Only in the New Covenant that Christ inaugurated with His own blood can Peter offer forgiveness to the very ones who crucified their Messiah. Joel 2 says nothing of forgiveness. In Acts 6:7, “A great many of the [Jewish] priests became obedient to the faith.” Gentiles are not included in the church until the events of Acts 10. In chapter 11, the apostles rejoice that God is granting repentance to Gentiles. Prior to that, He had been saving Jews in Jerusalem, Judea, and Samaria.

  1. Lest there be any doubt concerning how Jewish the early church is in Acts, read chapter 15. Circumcision is still such a norm that Gentiles are expected to be circumcised according to the law of Moses. But much more than that, look at Acts 15:15–18 (a quote from Amos 9). In v. 14, James says Yahweh visited the Gentiles to take for himself a people, and then, under the inspiration of the Holy Spirit, James says, “with this the words of the prophets agree.” That is an example of how the NT tells us how to read the prophets. James does not say the prophets describe these events; he says the prophetic word agrees with what is happening. James links the present rebuilding of “David’s fallen tent” to the growth of the Jewish-Gentile church. According to James, the OT prophecy in Amos is being fulfilled—not postponed.
  2. In Romans 1:16, Paul states that the gospel was for “the Jew first and also the Greek.” Fourteen times in Romans, Paul addresses Jews. In Romans 2, he describes inward and outward Jews. In 9:6, he says that “…not all who are descended from Israel belong to Israel.” In Romans 11, Paul describes the inclusion of Gentiles into the Israel of God using the illustration of a cultivated olive tree and a wild olive tree. Paul says natural branches (Jews) are broken off, and wild branches (Gentiles) are grafted into the cultivated olive tree. There are not two trees, but one, as Gentiles are grafted into the Jewish tree. In Romans 15:7–13, there are enough ethnic Jews in the church struggling with the presence of Gentiles that Paul tells them to “welcome” the Gentiles, as this is a fulfillment of OT prophecies.
  3. To the believers at Corinth, Paul writes a letter, applying to the Church all that Christ said about the New Covenant at its inauguration during the final Passover meal. The Lord’s Supper is the meal foreshadowed in Jeremiah 31, and the church at Corinth celebrated it. In Paul’s second letter to the same church, he tells Jewish and Gentile believers in the church at Corinth that they are “ministers of the New Covenant” (2Co 3:6).
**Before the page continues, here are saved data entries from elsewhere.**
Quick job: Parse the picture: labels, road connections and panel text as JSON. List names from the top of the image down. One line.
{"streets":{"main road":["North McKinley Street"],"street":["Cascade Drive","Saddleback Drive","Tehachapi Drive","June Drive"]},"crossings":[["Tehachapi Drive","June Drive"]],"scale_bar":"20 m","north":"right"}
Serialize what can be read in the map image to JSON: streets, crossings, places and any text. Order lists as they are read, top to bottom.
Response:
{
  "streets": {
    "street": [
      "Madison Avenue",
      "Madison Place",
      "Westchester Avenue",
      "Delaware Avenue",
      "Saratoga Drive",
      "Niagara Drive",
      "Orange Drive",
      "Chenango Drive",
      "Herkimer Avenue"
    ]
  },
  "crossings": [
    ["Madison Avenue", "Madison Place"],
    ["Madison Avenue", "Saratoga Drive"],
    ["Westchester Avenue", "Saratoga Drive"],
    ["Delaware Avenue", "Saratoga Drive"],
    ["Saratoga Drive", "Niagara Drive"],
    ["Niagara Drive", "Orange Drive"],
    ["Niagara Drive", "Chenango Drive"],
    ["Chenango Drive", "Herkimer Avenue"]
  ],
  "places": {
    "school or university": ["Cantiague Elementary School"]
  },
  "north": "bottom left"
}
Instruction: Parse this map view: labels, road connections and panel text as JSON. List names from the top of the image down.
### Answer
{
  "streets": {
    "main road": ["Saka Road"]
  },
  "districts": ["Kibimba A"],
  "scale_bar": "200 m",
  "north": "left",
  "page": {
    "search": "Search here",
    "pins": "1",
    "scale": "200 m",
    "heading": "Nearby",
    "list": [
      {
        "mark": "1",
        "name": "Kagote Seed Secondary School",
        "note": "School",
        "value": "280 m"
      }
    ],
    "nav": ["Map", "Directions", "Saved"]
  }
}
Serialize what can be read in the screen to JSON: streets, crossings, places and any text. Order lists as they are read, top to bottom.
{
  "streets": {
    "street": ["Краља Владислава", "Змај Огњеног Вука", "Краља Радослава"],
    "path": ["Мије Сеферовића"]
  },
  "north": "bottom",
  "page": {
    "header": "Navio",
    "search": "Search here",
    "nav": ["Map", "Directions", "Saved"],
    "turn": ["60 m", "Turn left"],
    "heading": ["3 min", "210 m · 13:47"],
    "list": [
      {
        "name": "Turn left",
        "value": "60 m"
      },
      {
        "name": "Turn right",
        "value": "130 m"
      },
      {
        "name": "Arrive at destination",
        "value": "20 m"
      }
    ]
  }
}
If Paul calls a Gentile-heavy church “ministers of the New Covenant,” then the debate is over.
  4. In Paul’s letter to the churches in Galatia (1:2), he writes to confront the issue of Jewish Christians in local churches putting pressure on Gentile converts to obey the law of Moses, especially in physical circumcision. The point is that the church is so ethnically integrated that Paul must write, “There is neither Jew nor Greek [Gentile]…” (3:28). In 4:24, he describes two covenants. If the New Covenant is not a spiritual reality at this point, why is Paul referring to two covenants?

Certainly, no one would dare suggest that the same Paul who writes about the NC in 1 and 2 Corinthians is now juxtaposing the Mosaic covenant with any other covenant except the New. That would be absurdly confusing. Just when you think Paul will reference Sarah as our mother, since Abraham is our father, he instead refers to the “Jerusalem above” as our mother. But that makes sense since the spiritual birth from above brings one into the New Covenant.

Finally, Paul wraps up the letter to the Galatians, as he writes, “For neither circumcision counts for anything, nor uncircumcision, but a new creation. And as for all who walk by this rule, peace and mercy be upon them, and upon the Israel of God” (Gal 6:15-16). It is the NC that makes it possible for one to be a new creation, and all who are new creations in Christ are in the Israel of God. Any other interpretation would suggest that Paul is resurrecting the Jew-Gentile division he just negated in verse 15.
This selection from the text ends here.